There is a good tale about Samsung’s entry into the silicon-chip business, which at the time—1983—was dominated by Japanese and American manufacturers. Lee Byung-chul, the founder of the South Korean chaebol, announced the new strategy in what he grandiloquently called the Tokyo Declaration. He said that though his country lacked raw materials such as oil, it had an educated and diligent workforce that was well equipped to turn its hand to chipmaking. As Geoffrey Cain recounts in his book, “Samsung Rising”, shortly afterwards some Samsung executives were sent on an overnight march across the mountains from Seoul to toughen them up for the challenge. They arrived at Samsung’s first semiconductor factory, built in a record six months, and signed a pledge before breakfast to make the business a success. Then, without sleeping, they put in a 16-hour work day.
Call it true grit or call it Samsung’s martial-style work ethic. One way or another the company force-marched its way past the competition to dominate the global market for memory chips. For more than 30 years, it has been the world leader in DRAM, used for memory storage in computers and servers, and for more than 20 in NAND flash memory, used in mobile phones. Yet since 2021, memory chips have been at the forefront of a boom-bust cycle in the semiconductor industry, which started with shortages, was followed by a surge in capital spending and has now become the worst slump at least since the global financial crisis of 2007-09. Samsung Electronics, which includes the conglomerate’s semiconductor, display and consumer-device units, is feeling the pain. On April 7th, while projecting a meagre first-quarter profit, it said it would cut memory-chip production. This is an attempt to help reduce oversaturation in the market.

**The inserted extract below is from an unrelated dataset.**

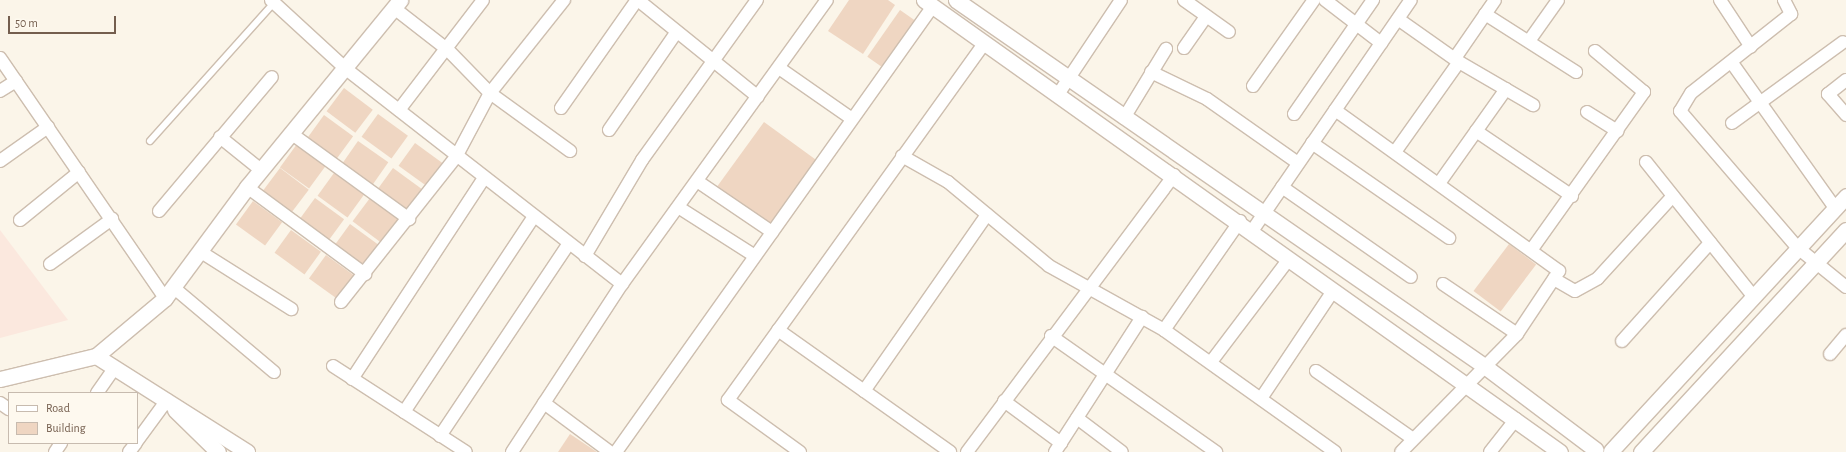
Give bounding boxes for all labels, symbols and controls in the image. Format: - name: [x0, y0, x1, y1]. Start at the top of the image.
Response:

In the memory-chip business, Samsung’s lead has long been unassailable. Through regular market downturns, it has always been “the last man standing”, says Malcolm Penn of Future Horizons, an industry forecaster. Its size, with revenues last year of $240bn, gives it the economies of scale to ride out price declines for longer than its competitors. Its smartphone business, though not growing as fast as it once did, produces reliable cashflows to help it invest through the troughs of the chip cycle. When others struggled, it gobbled up their market share. That helped whittle down its large competitors from almost a dozen in the 2000s to only two today—SK Hynix of South Korea and Micron of America. Samsung has a cosy lead, with over 40% of global sales.
In the latest cycle, it had long held out against production cuts. Its capitulation came months after beleaguered SK Hynix and Micron said they would curb output. What was curious, however, was the impact. Samsung’s share price, as well as those of the two rivals, surged. The simple explanation for the rally is that whenever the market leader throws in the towel, it is a sign that the bottom of the slump is nigh. Yet there is a subtler one, too. Samsung’s position at the top of the memory triumvirate may be so cushy that it has no desire to grab more business from its rivals. That might bring stability to the market. It would also signal a sense of complacency that would make Lee blanch.
There was a hint of that complacency in a presentation to investors last November. Han Jin-man, head of memory sales, acknowledged that memory chips are sometimes seen as commodities, their price swinging in response to volatile capital spending. But he insisted that capital expenditure had stabilised over the past decade, the DRAM trio were investing rationally and the market was now better-balanced. In other words, Samsung seemed content to ride the growth in the overall DRAM market, which it expects to triple to almost $300bn by 2035, rather than go after its competitors’ market share.
Un-Lee-like self-satisfaction is on display in other areas, too. Samsung has lost some of its innovative edge in DRAM and NAND manufacturing technologies to SK Hynix and Micron, reckons Pierre Ferragu of New Street Research, an advisory firm. “When you are not fighting for your life any more, you become complacent,” he says. A similar sentiment knocked Intel, America’s chipmaking champion, off its pedestal in the late 2010s, when it began losing ground in leading-edge “logic” chips for processing data to TSMC of Taiwan and to Samsung itself.
Samsung’s stated goal of becoming number one in contract manufacturing of logic processors by 2030 does not look on track, either—likewise for reasons familiar to Intel. Sales of non-memory chips are the most valuable component of the world’s $575bn semiconductor market. They are also the most strategically important, with many governments throwing their weight behind chipmaking to serve national-security interests. Last month South Korea’s government announced plans to build the world’s largest semiconductor cluster in Yongin, near Seoul.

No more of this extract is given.